**EXERCISE REQUIREMENTS**
Hand back every line from the beginning of the data below through the line containing "position:relative; flex:1; overflow:hidden", word for word and free of pictures.

Saved data entries:
----------

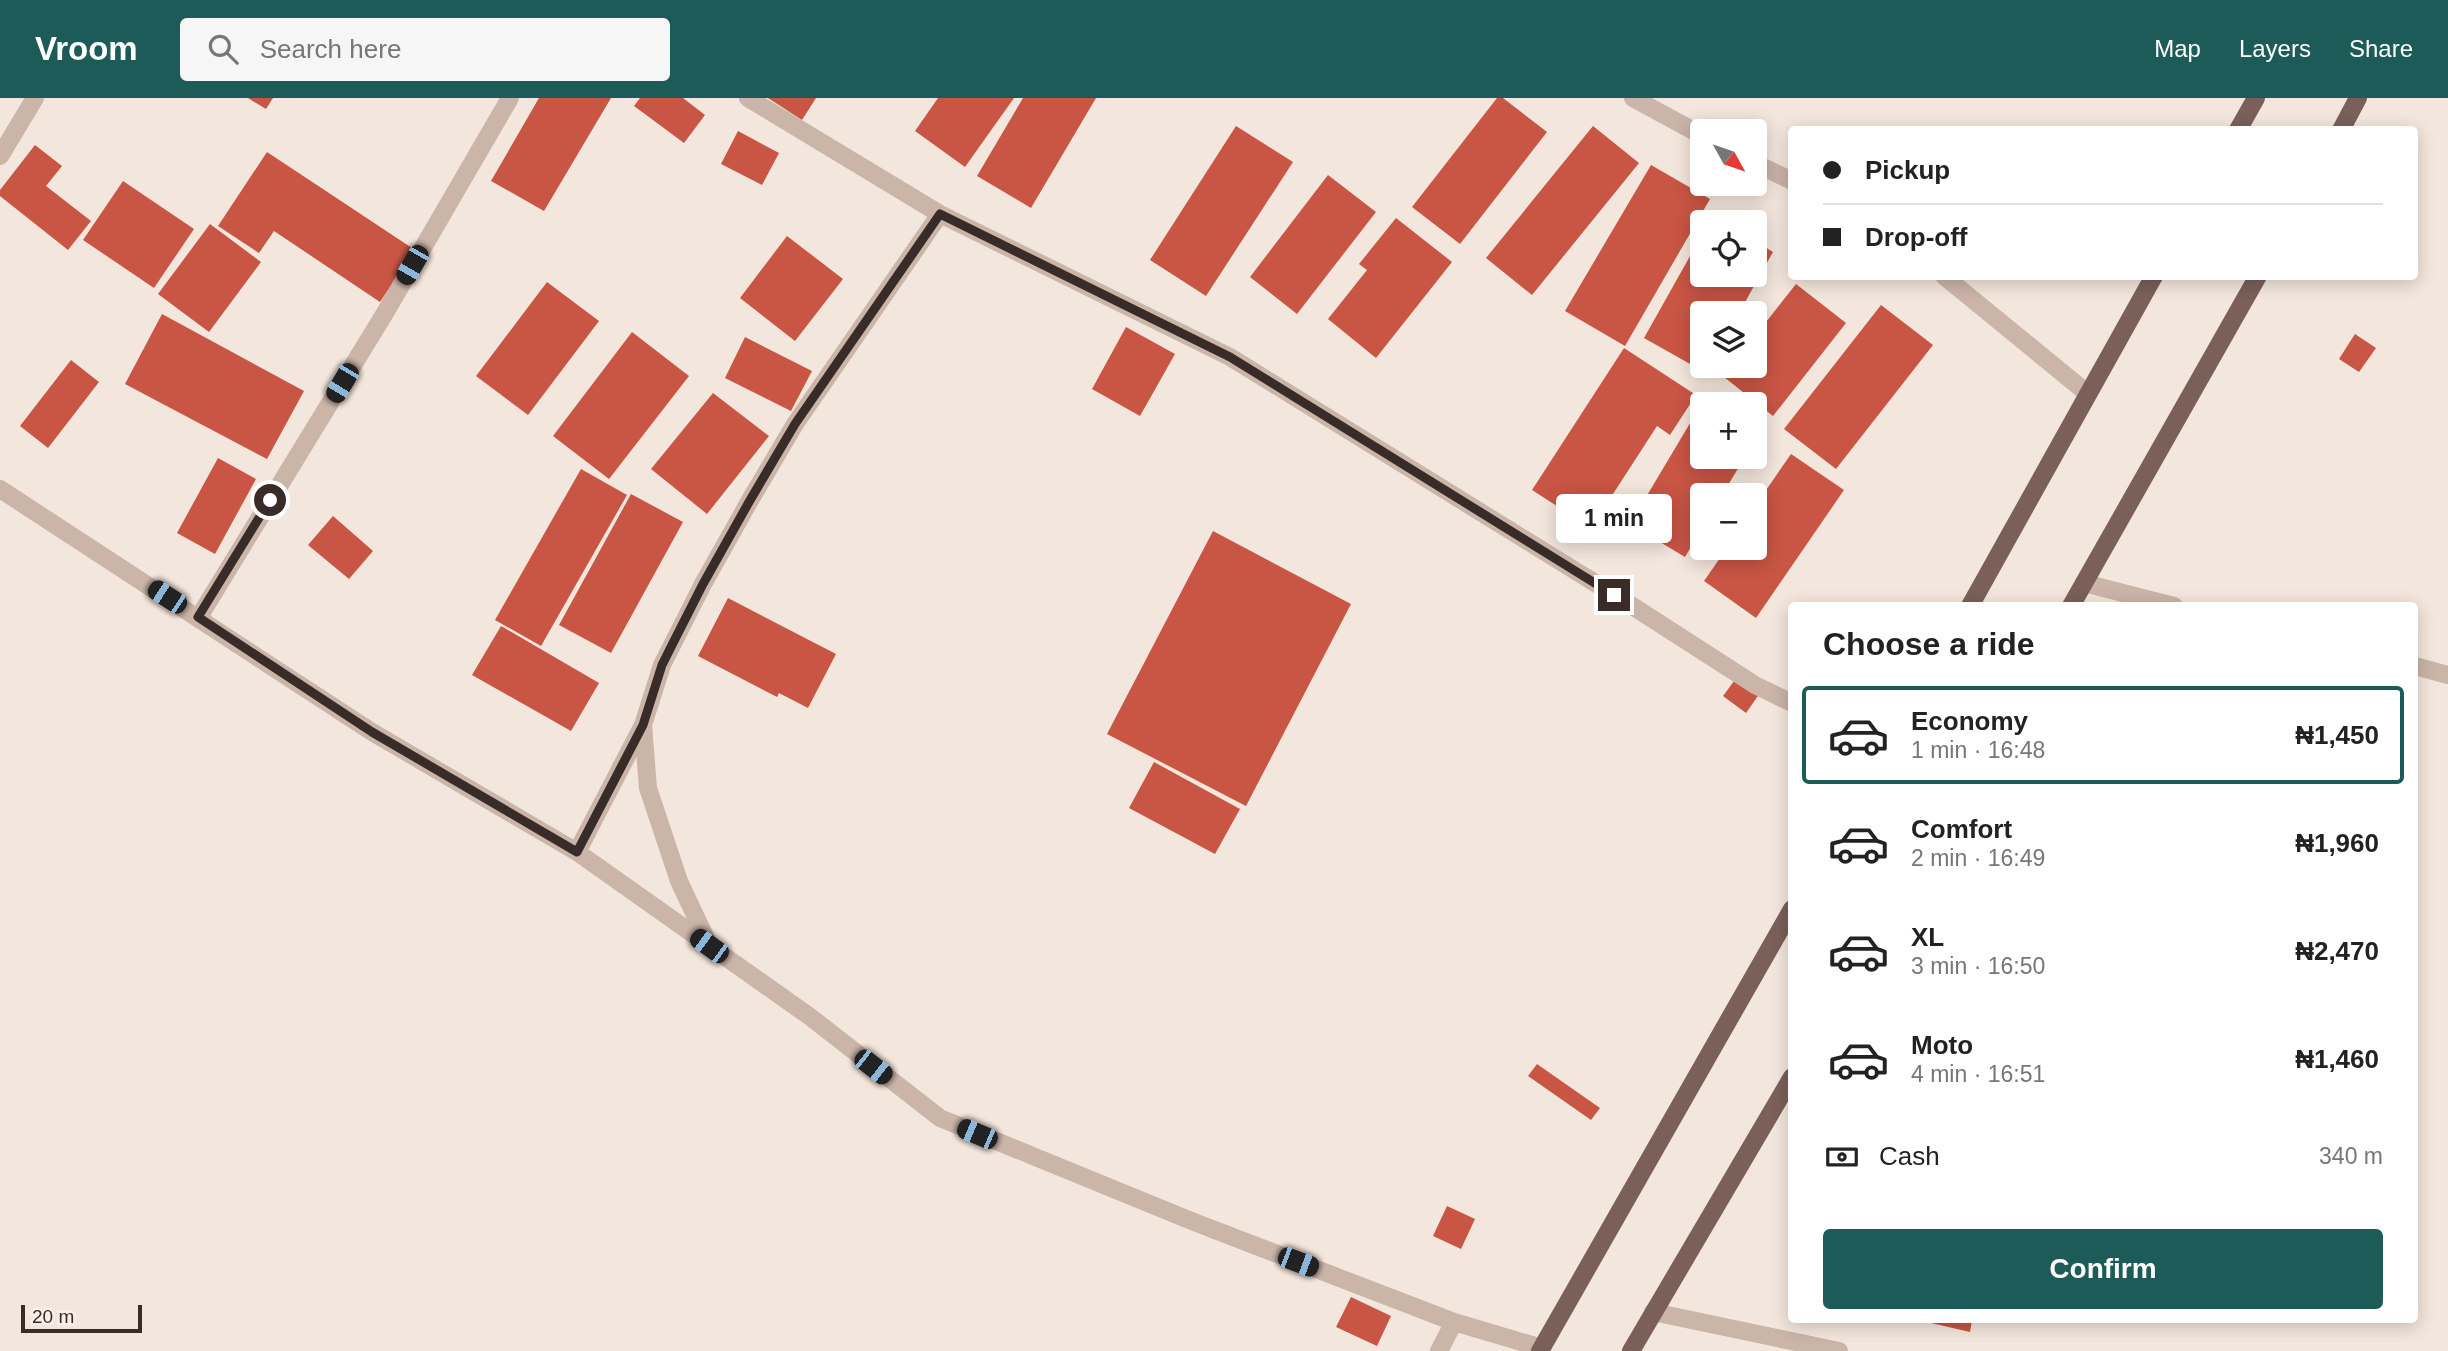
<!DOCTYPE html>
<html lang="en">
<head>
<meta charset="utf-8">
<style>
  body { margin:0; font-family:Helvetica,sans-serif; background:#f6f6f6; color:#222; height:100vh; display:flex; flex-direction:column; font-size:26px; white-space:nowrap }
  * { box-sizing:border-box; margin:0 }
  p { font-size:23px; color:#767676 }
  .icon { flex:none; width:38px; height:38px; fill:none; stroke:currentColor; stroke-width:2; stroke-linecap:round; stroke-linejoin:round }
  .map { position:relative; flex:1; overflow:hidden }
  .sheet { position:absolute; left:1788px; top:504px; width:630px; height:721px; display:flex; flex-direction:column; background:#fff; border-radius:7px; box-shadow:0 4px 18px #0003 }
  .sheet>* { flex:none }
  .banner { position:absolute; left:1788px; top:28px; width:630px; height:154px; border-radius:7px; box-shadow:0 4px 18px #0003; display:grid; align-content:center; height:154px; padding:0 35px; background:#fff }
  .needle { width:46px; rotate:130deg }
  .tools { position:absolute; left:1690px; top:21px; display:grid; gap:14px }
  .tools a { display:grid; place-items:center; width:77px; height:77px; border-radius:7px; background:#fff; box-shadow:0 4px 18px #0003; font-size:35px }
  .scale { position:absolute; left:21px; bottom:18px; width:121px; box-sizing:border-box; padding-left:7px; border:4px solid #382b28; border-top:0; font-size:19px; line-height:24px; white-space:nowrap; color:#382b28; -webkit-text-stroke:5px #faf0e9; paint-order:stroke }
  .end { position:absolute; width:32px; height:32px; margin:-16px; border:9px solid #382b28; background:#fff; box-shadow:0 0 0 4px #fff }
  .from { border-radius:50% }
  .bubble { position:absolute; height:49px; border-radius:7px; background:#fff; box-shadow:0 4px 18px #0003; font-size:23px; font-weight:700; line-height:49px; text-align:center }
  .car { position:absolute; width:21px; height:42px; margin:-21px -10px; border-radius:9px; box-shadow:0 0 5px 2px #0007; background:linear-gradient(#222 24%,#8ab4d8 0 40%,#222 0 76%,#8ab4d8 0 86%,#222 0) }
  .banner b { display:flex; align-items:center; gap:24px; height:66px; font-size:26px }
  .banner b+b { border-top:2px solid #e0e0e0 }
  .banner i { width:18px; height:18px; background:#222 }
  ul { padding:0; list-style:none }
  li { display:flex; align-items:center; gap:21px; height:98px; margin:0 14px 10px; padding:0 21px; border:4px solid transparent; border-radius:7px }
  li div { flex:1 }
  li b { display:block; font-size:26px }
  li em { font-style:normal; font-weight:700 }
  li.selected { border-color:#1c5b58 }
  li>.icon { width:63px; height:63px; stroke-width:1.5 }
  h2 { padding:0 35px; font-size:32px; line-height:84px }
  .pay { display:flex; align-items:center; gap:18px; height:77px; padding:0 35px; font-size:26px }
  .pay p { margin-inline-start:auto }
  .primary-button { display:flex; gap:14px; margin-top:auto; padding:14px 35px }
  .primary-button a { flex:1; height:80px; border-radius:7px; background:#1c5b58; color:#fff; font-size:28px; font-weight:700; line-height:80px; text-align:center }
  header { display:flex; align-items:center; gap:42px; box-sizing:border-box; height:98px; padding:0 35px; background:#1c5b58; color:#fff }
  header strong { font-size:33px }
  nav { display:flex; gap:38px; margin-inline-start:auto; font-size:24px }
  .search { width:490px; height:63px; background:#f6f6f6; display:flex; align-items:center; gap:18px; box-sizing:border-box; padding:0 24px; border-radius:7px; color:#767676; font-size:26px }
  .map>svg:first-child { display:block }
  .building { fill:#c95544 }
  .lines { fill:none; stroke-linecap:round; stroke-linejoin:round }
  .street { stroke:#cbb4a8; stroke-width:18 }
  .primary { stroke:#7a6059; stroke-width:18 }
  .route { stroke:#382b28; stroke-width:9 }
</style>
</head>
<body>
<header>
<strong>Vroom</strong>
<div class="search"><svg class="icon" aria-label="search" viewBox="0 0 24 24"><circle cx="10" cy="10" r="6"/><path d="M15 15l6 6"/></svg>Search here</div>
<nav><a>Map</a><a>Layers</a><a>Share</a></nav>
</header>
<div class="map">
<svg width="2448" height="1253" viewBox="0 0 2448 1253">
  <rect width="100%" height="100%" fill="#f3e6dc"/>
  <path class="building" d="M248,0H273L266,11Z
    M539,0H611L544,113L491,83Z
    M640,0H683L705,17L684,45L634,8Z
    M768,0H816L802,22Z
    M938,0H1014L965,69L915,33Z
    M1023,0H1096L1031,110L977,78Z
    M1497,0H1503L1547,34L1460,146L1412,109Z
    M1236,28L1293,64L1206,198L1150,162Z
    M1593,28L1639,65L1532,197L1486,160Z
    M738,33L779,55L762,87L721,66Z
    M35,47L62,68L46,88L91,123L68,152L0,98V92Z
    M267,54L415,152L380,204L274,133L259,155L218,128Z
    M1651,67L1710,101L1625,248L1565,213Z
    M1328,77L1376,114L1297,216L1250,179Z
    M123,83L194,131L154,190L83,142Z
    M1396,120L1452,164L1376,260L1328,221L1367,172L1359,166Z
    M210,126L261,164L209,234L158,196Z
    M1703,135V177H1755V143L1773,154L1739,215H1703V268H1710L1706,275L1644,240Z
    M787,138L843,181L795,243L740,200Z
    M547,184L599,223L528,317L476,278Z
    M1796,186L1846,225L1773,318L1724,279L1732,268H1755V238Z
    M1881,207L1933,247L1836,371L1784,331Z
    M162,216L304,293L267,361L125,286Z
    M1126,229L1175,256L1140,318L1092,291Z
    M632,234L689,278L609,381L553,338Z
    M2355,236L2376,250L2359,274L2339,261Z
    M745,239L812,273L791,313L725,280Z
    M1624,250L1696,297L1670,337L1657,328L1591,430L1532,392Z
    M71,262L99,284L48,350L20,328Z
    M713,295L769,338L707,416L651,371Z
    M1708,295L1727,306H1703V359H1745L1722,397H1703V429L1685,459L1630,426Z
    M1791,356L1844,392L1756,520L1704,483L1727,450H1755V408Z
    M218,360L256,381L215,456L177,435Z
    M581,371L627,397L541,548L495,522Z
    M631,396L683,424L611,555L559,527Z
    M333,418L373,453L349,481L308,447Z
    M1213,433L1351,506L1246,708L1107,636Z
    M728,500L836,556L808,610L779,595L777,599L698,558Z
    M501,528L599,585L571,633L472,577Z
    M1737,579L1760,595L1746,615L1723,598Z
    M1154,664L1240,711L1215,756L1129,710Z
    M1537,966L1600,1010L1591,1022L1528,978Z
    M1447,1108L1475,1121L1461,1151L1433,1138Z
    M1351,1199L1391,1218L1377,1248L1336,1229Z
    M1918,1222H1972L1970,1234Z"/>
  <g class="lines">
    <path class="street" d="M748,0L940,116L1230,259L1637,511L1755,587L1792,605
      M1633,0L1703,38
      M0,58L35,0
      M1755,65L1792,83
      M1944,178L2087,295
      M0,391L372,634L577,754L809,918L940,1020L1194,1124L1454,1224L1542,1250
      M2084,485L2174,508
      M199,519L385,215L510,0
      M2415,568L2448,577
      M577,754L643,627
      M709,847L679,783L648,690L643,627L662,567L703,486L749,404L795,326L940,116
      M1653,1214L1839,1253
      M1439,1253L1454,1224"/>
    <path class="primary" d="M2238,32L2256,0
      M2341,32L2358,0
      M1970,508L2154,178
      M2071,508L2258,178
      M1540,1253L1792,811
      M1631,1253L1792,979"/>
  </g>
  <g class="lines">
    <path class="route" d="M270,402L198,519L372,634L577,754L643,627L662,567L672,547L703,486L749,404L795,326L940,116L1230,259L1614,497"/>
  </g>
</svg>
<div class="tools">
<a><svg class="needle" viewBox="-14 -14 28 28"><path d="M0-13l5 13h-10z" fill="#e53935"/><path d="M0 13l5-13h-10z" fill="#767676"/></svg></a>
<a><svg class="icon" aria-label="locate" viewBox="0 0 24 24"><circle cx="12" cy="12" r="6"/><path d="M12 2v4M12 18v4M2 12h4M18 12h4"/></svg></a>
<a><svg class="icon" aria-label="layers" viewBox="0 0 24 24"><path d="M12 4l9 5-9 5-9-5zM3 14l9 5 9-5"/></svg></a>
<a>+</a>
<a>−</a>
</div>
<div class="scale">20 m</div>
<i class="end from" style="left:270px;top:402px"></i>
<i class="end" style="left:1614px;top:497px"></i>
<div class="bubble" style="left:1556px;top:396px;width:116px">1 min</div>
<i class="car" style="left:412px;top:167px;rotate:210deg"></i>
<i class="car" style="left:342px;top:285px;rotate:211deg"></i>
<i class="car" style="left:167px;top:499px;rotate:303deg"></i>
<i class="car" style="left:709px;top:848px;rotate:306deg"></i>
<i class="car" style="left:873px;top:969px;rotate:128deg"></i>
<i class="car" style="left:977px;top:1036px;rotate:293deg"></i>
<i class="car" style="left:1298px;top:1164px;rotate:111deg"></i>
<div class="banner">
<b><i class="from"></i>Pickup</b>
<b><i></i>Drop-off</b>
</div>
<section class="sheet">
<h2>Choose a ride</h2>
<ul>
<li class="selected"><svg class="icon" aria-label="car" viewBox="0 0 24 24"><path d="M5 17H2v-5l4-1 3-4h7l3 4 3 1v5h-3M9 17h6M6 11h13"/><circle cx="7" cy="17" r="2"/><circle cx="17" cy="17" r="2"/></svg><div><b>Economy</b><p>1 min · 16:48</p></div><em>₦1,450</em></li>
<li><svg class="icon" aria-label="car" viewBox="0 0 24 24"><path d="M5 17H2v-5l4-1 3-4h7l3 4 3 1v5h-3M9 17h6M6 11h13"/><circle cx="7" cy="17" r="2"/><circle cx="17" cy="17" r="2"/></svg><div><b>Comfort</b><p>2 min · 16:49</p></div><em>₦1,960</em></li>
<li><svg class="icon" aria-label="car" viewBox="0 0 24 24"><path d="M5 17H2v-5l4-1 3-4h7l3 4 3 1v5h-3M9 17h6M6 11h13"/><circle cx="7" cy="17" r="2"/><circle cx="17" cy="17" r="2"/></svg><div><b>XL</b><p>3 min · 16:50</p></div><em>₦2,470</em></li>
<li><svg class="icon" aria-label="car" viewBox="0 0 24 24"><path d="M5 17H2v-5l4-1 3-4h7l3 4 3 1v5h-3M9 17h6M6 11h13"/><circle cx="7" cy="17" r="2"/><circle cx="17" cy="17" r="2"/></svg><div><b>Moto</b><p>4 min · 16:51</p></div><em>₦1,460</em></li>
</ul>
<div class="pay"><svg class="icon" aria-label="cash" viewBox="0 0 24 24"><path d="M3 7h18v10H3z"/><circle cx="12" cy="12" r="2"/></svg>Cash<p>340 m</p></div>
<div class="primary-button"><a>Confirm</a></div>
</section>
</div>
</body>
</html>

----------

**FINAL ANSWER**
<!DOCTYPE html>
<html lang="en">
<head>
<meta charset="utf-8">
<style>
  body { margin:0; font-family:Helvetica,sans-serif; background:#f6f6f6; color:#222; height:100vh; display:flex; flex-direction:column; font-size:26px; white-space:nowrap }
  * { box-sizing:border-box; margin:0 }
  p { font-size:23px; color:#767676 }
  .icon { flex:none; width:38px; height:38px; fill:none; stroke:currentColor; stroke-width:2; stroke-linecap:round; stroke-linejoin:round }
  .map { position:relative; flex:1; overflow:hidden }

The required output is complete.